» TASK GOAL
Locate, in the data below, the line that contains "position:absolute; left:24px; top:966px;" and the line that contains "padding:0 32px; font-size:36px;"; reproduce exactly those two lines and every line between them, nothing more.
--- START ---
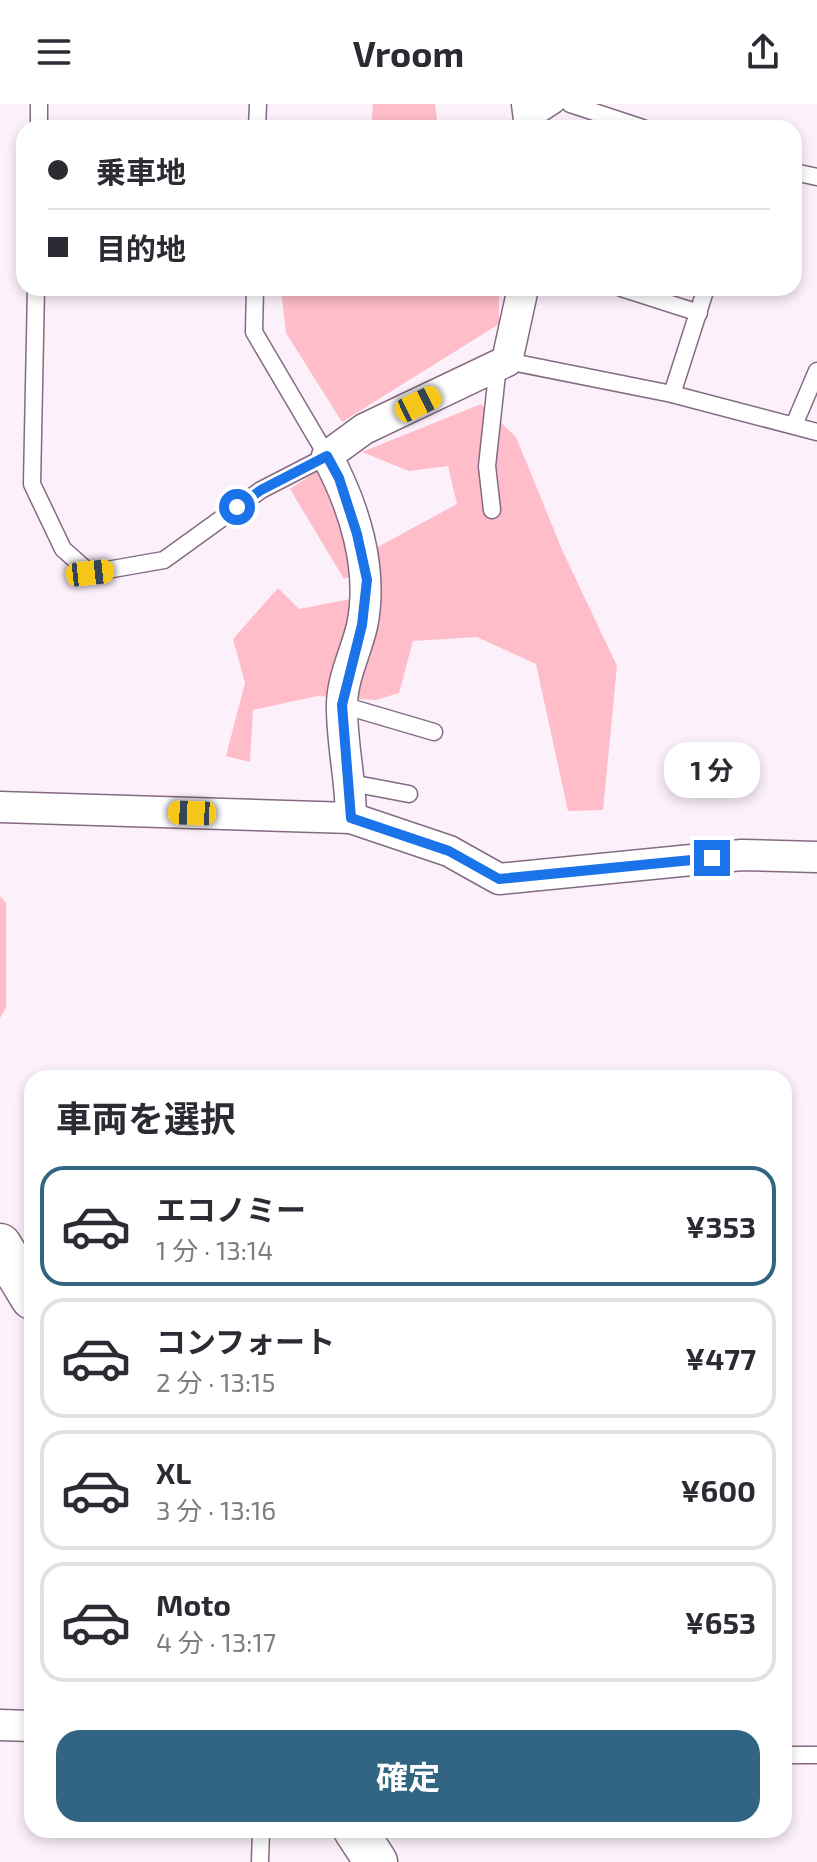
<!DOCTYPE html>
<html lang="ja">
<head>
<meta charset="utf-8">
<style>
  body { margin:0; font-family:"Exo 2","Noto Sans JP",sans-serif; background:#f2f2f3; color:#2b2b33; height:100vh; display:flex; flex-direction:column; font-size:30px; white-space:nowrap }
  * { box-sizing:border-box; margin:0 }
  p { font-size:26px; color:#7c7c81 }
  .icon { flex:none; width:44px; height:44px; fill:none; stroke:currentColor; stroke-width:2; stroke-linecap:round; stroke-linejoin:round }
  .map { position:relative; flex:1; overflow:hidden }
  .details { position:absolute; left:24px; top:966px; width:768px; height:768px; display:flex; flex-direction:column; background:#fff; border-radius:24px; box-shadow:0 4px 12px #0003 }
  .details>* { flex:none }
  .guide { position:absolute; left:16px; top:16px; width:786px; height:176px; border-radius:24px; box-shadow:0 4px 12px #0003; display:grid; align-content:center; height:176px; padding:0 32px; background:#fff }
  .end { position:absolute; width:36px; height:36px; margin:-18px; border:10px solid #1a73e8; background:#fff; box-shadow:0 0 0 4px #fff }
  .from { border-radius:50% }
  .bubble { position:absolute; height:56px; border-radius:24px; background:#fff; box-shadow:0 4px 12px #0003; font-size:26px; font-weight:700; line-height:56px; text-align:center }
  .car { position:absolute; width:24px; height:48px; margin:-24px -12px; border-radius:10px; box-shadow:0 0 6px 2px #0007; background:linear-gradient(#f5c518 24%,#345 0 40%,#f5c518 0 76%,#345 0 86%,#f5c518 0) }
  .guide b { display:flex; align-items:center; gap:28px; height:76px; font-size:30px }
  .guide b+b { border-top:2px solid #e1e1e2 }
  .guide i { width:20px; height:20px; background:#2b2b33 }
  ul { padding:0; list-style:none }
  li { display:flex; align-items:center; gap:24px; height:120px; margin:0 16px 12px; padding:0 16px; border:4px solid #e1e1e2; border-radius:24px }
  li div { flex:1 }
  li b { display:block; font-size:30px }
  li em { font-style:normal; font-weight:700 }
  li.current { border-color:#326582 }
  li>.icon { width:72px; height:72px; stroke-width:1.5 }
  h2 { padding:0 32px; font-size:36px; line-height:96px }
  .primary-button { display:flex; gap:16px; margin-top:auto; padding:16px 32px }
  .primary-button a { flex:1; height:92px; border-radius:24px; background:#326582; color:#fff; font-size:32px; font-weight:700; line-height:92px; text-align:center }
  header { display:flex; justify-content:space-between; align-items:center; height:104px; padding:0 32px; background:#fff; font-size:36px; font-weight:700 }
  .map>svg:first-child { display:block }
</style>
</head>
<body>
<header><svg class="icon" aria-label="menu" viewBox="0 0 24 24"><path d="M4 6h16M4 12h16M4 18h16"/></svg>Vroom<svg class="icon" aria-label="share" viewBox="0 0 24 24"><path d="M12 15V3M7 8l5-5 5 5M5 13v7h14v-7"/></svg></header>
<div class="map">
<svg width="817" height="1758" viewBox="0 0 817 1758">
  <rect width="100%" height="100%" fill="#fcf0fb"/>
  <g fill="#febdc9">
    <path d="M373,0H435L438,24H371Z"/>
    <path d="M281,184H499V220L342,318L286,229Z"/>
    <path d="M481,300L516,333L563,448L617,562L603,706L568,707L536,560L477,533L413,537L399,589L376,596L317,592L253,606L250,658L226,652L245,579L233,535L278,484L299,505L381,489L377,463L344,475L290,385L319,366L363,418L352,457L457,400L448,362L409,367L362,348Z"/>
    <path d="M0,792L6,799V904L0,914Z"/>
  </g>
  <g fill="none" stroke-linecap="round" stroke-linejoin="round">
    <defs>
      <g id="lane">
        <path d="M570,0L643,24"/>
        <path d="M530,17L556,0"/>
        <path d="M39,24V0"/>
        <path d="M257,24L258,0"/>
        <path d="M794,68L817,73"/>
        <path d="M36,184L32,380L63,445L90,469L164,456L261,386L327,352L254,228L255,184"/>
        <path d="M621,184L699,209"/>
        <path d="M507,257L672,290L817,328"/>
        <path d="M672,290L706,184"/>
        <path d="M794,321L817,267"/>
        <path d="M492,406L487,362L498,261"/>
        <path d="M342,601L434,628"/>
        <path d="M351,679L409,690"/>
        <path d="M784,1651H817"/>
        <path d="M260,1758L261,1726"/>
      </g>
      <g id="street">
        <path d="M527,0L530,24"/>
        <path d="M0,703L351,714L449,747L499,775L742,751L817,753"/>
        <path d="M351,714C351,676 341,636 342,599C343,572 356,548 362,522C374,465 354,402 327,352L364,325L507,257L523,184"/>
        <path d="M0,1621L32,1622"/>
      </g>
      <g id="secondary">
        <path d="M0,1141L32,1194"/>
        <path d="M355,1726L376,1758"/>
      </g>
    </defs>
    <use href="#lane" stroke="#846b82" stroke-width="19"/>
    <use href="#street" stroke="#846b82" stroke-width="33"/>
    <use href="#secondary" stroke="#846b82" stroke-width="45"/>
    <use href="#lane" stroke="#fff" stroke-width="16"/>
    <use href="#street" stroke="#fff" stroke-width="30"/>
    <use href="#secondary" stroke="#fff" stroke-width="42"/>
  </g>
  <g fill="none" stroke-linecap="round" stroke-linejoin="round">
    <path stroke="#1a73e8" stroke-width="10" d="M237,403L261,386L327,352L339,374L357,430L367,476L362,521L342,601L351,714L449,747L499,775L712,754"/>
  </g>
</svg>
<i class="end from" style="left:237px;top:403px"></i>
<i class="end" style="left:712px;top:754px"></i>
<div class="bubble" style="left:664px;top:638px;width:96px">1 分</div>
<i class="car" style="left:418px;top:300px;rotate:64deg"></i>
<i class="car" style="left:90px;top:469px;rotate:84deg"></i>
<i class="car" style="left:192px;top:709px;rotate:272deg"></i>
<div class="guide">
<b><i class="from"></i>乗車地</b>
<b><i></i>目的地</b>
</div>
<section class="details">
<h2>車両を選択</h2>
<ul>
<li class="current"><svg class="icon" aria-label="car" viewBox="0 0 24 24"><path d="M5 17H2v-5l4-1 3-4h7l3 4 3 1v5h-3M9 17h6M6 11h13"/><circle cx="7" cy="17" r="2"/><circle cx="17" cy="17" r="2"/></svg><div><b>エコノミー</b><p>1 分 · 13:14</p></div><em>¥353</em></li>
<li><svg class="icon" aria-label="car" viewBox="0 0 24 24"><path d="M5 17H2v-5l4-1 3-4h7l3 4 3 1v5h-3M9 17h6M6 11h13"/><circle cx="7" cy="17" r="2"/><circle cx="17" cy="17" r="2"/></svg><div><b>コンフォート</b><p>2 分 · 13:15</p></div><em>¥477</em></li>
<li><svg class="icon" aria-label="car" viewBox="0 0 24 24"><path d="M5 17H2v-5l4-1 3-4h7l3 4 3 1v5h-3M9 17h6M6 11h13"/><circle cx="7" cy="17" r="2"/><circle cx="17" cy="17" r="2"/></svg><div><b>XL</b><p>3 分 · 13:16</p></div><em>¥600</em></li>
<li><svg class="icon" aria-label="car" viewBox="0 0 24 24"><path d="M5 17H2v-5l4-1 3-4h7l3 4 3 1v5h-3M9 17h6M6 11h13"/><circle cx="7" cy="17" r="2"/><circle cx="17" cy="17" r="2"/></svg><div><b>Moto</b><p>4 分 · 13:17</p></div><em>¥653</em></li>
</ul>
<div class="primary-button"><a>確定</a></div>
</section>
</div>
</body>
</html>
--- END ---
» RESPONSE BELOW
  .details { position:absolute; left:24px; top:966px; width:768px; height:768px; display:flex; flex-direction:column; background:#fff; border-radius:24px; box-shadow:0 4px 12px #0003 }
  .details>* { flex:none }
  .guide { position:absolute; left:16px; top:16px; width:786px; height:176px; border-radius:24px; box-shadow:0 4px 12px #0003; display:grid; align-content:center; height:176px; padding:0 32px; background:#fff }
  .end { position:absolute; width:36px; height:36px; margin:-18px; border:10px solid #1a73e8; background:#fff; box-shadow:0 0 0 4px #fff }
  .from { border-radius:50% }
  .bubble { position:absolute; height:56px; border-radius:24px; background:#fff; box-shadow:0 4px 12px #0003; font-size:26px; font-weight:700; line-height:56px; text-align:center }
  .car { position:absolute; width:24px; height:48px; margin:-24px -12px; border-radius:10px; box-shadow:0 0 6px 2px #0007; background:linear-gradient(#f5c518 24%,#345 0 40%,#f5c518 0 76%,#345 0 86%,#f5c518 0) }
  .guide b { display:flex; align-items:center; gap:28px; height:76px; font-size:30px }
  .guide b+b { border-top:2px solid #e1e1e2 }
  .guide i { width:20px; height:20px; background:#2b2b33 }
  ul { padding:0; list-style:none }
  li { display:flex; align-items:center; gap:24px; height:120px; margin:0 16px 12px; padding:0 16px; border:4px solid #e1e1e2; border-radius:24px }
  li div { flex:1 }
  li b { display:block; font-size:30px }
  li em { font-style:normal; font-weight:700 }
  li.current { border-color:#326582 }
  li>.icon { width:72px; height:72px; stroke-width:1.5 }
  h2 { padding:0 32px; font-size:36px; line-height:96px }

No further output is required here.